Çocuk yaşta başlayan bir ustalık serüveni
Henüz 12 yaşındayken, trafik kazasında kaybettiği ağabeyinden öğrendiği meslekle yola koyulan Türkyılmaz, yıllar içinde Kayseri’nin tanınmış yorgan ustalarından biri hâline geldi. İstanbul’da kısa bir dönem çalışsa da şehri ve mesleği onu yeniden Kayseri’ye çağırdı. O günden beri, 42 yıldır aynı dükkânda aynı istekle çalışıyor.
Yorgancılığın son nefesi
“Eskiden Kayseri’de onlarca yorgancı vardı. Şimdi bir elin parmaklarını geçmez,” diyor Türkyılmaz. Hazır yorganların piyasayı ele geçirmesiyle birlikte, geleneksel el dikimi yorganlara ilgi azaldı. Özellikle ipek yorganlar, artık neredeyse hiç yapılmıyor. “Eskiden Kayseri, ipek yorgan dikiminde meşhurdu. Yaşım el vermeyince ipek dikimini bıraktım,” diye anlatıyor usta.
İğneyle ipliği ustalıkla yönlendiren parmakları, aynı zamanda yılların tanığı. Günde bir yorgan diken Türkyılmaz, dükkânında sadece iş değil, sohbet de üretmeye devam ediyor: “Evde duramam. Esnaflıktan geldik, burada oturur işimi yaparım, dostlarımla iki laf ederim.”
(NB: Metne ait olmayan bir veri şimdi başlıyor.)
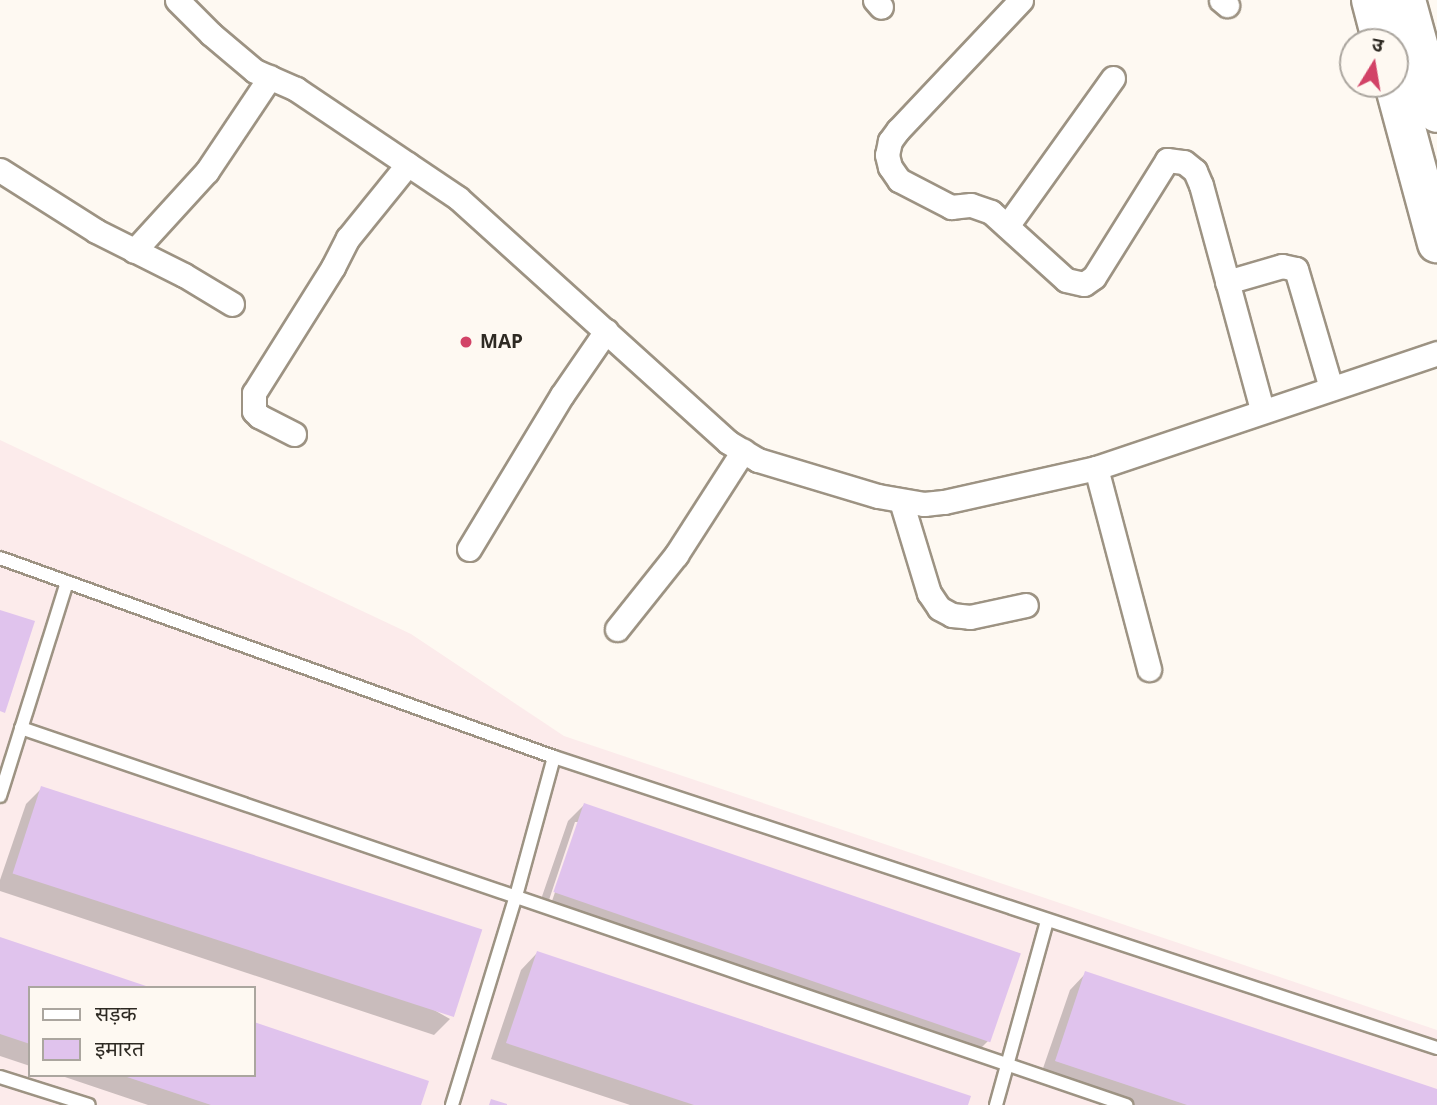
<!DOCTYPE html>
<html>
<head>
<meta charset="utf-8">
<style>
	body { margin:0 }
	#map { position:relative; width:1437px; height:1105px; overflow:hidden; background:#fef9f2; font-family:"Open Sans","Noto Sans Devanagari",sans-serif }
	div>[style] { position:absolute }
	[style*='--x'] { left:calc(var(--x)*1px); top:calc(var(--y)*1px); width:calc(var(--w)*1px); rotate:calc(var(--a)*1deg) }
	.industrial>* { inset:0; background:#fcebeb }
	.shadow>* { inset:0; background:#0003 }
	.building>* { inset:0; background:#e0c3ed; transform-origin:0 0 }
	.roads { filter:drop-shadow(2px 0 #9d9383) drop-shadow(-2px 0 #9d9383) drop-shadow(0 2px #9d9383) drop-shadow(0 -2px #9d9383) }
	.service>* { height:12px; margin:-6px; padding:0 6px; transform-origin:6px; border-radius:6px; background:#fff }
	.minor>* { height:23px; margin:-11.5px; padding:0 11.5px; transform-origin:11.5px; border-radius:11.5px; background:#fff }
	.trunk>* { height:38px; margin:-19px; padding:0 19px; transform-origin:19px; border-radius:19px; background:#fff }
	.dots>* { width:19px; height:19px; translate:-50% -50%; box-sizing:border-box; border:4px solid #fef9f2; border-radius:50% }
	span { translate:-50% -50%; white-space:nowrap; text-align:center; line-height:1.15; -webkit-text-stroke:6px #fef9f2; paint-order:stroke }
	.poi-label { font-size:19px; color:#2e2a23; font-weight:700 }
	.left { translate:0 -50%; text-align:left }
	.legend { position:absolute; left:28px; top:986px; width:228px; height:91px; box-sizing:border-box; background:#fef9f2; border:2px solid #aba69f; margin:0; padding:9px 12px; list-style:none; font-size:21px; color:#2e2a23 }
	.legend li { display:flex; align-items:center; gap:14px; height:35px }
	.legend b { width:35px; border:2px solid #aba69f }
	.north { position:absolute; left:1339px; top:28px; width:70px; height:70px; box-sizing:border-box; background:#fef9f2; border:2px solid #aba69f; border-radius:50%; rotate:11deg; font-size:19px; font-weight:700; line-height:28px; text-align:center; color:#2e2a23 }
	.north::after { content:''; display:block; margin:auto; width:24px; height:32px; background:#d24367; clip-path:polygon(50% 0,100% 100%,50% 72%,0 100%) }
</style>
</head>
<body>
<div id="map">
	<div class="industrial">
		<div style="clip-path:polygon(evenodd,0 440px,411px 634px,564px 736px,1437px 1030px,1437px 1105px,0 1105px,0 440px,30px 988px,254px 988px,254px 1075px,30px 1075px,30px 988px)"></div>
	</div>
	<div class="shadow">
		<div style="clip-path:polygon(42px 788px,450px 1019px,434px 1035px,0 891px,0 880px,26px 804px)"></div>
		<div style="clip-path:polygon(evenodd,584px 805px,990px 1039px,974px 1055px,538px 908px,568px 821px,584px 805px,575px 822px,579px 822px,552px 901px,549px 900px,575px 822px)"></div>
		<div style="clip-path:polygon(0 939px,30px 988px,30px 1066px,0 1056px)"></div>
		<div style="clip-path:polygon(537px 953px,966px 1105px,630px 1105px,491px 1059px,521px 970px)"></div>
		<div style="clip-path:polygon(1086px 973px,1437px 1091px,1437px 1105px,1124px 1105px,1040px 1077px,1070px 990px)"></div>
		<div style="clip-path:polygon(254px 1024px,427px 1082px,419px 1105px,148px 1105px,59px 1075px,254px 1075px)"></div>
	</div>
	<div class="building">
		<div style="clip-path:polygon(0 610px,35px 621px,5px 713px,0 711px)"></div>
		<div style="left:41px;top:786px;width:464px;height:92px;rotate:18deg"></div>
		<div style="left:584px;top:803px;width:462px;height:94px;rotate:19deg"></div>
		<div style="clip-path:polygon(0 937px,149px 987px,149px 988px,30px 988px,30px 1044px,0 1034px)"></div>
		<div style="clip-path:polygon(537px 951px,971px 1096px,968px 1105px,694px 1105px,506px 1043px)"></div>
		<div style="clip-path:polygon(1085px 971px,1437px 1089px,1437px 1105px,1187px 1105px,1055px 1061px)"></div>
		<div style="clip-path:polygon(254px 1022px,429px 1081px,421px 1105px,211px 1105px,124px 1076px,254px 1075px)"></div>
		<div style="clip-path:polygon(491px 1099px,507px 1104px,507px 1105px,489px 1105px)"></div>
	</div>
	<div class="roads">
		<div class="service">
			<div style="--x:0;--y:558;--w:589;--a:19.76"></div>
			<div style="--x:554;--y:757;--w:930;--a:18.24"></div>
			<div style="--x:21;--y:728;--w:1168;--a:18.84"></div>
			<div style="--x:0;--y:796;--w:224;--a:-72.6"></div>
			<div style="--x:0;--y:1077;--w:93;--a:17.5"></div>
			<div style="--x:452;--y:1105;--w:219;--a:-73"></div>
			<div style="--x:516;--y:896;--w:144;--a:-74.7"></div>
			<div style="--x:996;--y:1105;--w:191;--a:-74.5"></div>
		</div>
		<div class="minor">
			<div style="--x:177;--y:0;--w:48;--a:45"></div>
			<div style="--x:211;--y:34;--w:57;--a:40.1"></div>
			<div style="--x:255;--y:71;--w:45;--a:23.7"></div>
			<div style="--x:296;--y:89;--w:195;--a:33.9"></div>
			<div style="--x:458;--y:198;--w:364;--a:42.1"></div>
			<div style="--x:728;--y:442;--w:35;--a:31"></div>
			<div style="--x:758;--y:460;--w:125;--a:16.7"></div>
			<div style="--x:878;--y:496;--w:47;--a:9.9"></div>
			<div style="--x:924;--y:504;--w:20;--a:-6"></div>
			<div style="--x:944;--y:502;--w:156;--a:-12.6"></div>
			<div style="--x:1096;--y:468;--w:360;--a:-18.6"></div>
			<div style="--x:875;--y:0;--w:9;--a:49"></div>
			<div style="--x:1021;--y:0;--w:179;--a:133.4"></div>
			<div style="--x:898;--y:130;--w:14;--a:126"></div>
			<div style="--x:890;--y:141;--w:14;--a:102"></div>
			<div style="--x:887;--y:155;--w:12;--a:76"></div>
			<div style="--x:890;--y:167;--w:16;--a:55"></div>
			<div style="--x:899;--y:180;--w:59;--a:27.4"></div>
			<div style="--x:951;--y:207;--w:20;--a:-6"></div>
			<div style="--x:971;--y:205;--w:21;--a:19"></div>
			<div style="--x:991;--y:212;--w:101;--a:42.2"></div>
			<div style="--x:1066;--y:280;--w:18;--a:13"></div>
			<div style="--x:1084;--y:284;--w:12;--a:-35"></div>
			<div style="--x:1094;--y:277;--w:138;--a:-58"></div>
			<div style="--x:1167;--y:160;--w:17;--a:7"></div>
			<div style="--x:1184;--y:162;--w:14;--a:39"></div>
			<div style="--x:1195;--y:171;--w:15;--a:67"></div>
			<div style="--x:1201;--y:185;--w:233;--a:74.8"></div>
			<div style="--x:1221;--y:0;--w:8;--a:40"></div>
			<div style="--x:0;--y:170;--w:114;--a:32.4"></div>
			<div style="--x:96;--y:231;--w:98;--a:26.6"></div>
			<div style="--x:184;--y:275;--w:56;--a:31.1"></div>
			<div style="--x:1007;--y:226;--w:182;--a:-54.4"></div>
			<div style="--x:134;--y:251;--w:108;--a:-47.6"></div>
			<div style="--x:207;--y:171;--w:113;--a:-56.2"></div>
			<div style="--x:1227;--y:282;--w:57;--a:-16.2"></div>
			<div style="--x:1282;--y:266;--w:14;--a:12"></div>
			<div style="--x:1296;--y:269;--w:124;--a:73.6"></div>
			<div style="--x:294;--y:434;--w:39;--a:-153"></div>
			<div style="--x:259;--y:416;--w:7;--a:-135"></div>
			<div style="--x:254;--y:411;--w:18;--a:-90"></div>
			<div style="--x:254;--y:393;--w:149;--a:-57.9"></div>
			<div style="--x:333;--y:267;--w:33;--a:-63"></div>
			<div style="--x:348;--y:238;--w:95;--a:-51"></div>
			<div style="--x:1096;--y:468;--w:208;--a:75.2"></div>
			<div style="--x:901;--y:501;--w:96;--a:73.1"></div>
			<div style="--x:929;--y:593;--w:18;--a:56"></div>
			<div style="--x:939;--y:608;--w:15;--a:28"></div>
			<div style="--x:952;--y:615;--w:18;--a:6"></div>
			<div style="--x:970;--y:617;--w:57;--a:-12.1"></div>
			<div style="--x:469;--y:549;--w:180;--a:-58.9"></div>
			<div style="--x:562;--y:395;--w:78;--a:-55.5"></div>
			<div style="--x:617;--y:629;--w:95;--a:-51.4"></div>
			<div style="--x:676;--y:555;--w:124;--a:-57.2"></div>
		</div>
		<div class="trunk">
			<div style="--x:1371;--y:0;--w:43;--a:75.3"></div>
			<div style="--x:1406;--y:0;--w:117;--a:74.7"></div>
			<div style="--x:1394;--y:84;--w:165;--a:74.9"></div>
		</div>
	</div>
	<div class="dots">
		<div style="left:466px;top:342px;background:#d24367"></div>
	</div>
	<div class="poi-label">
		<span class="left" style="left:480px;top:342px">MAP</span>
	</div>
	<ul class="legend">
	<li><b style="height:9px;background:#fff"></b>सड़क</li>
	<li><b style="height:19px;background:#e0c3ed"></b>इमारत</li>
	</ul>
	<div class="north">उ</div>
</div>
</body>
</html>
İşitme cihazıyla desteklediği duyu kaybı, onun meslek tutkusunu hiç azaltmamış. Aksine, daha da dirençli kılmış. “Sağlığım el verdikçe dikiş tutmaya devam,” diyerek gençlere örnek olacak bir azim sergiliyor.
Bir meslekten fazlası
Nevzat Türkyılmaz sadece bir zanaatkâr değil; o aynı zamanda bir kültür taşıyıcısı. Modern üretim anlayışına direnen, el emeğinin değerini yaşatmaya çalışan bir son temsilci. Her dikişinde, Kayseri’nin dokuma geleneğinden bir parça gizli. Belki bir gün dükkanındaki o sessiz makas sesi de kaybolacak ama onun anlattığı hikâyeler hep hafızalarda kalacak.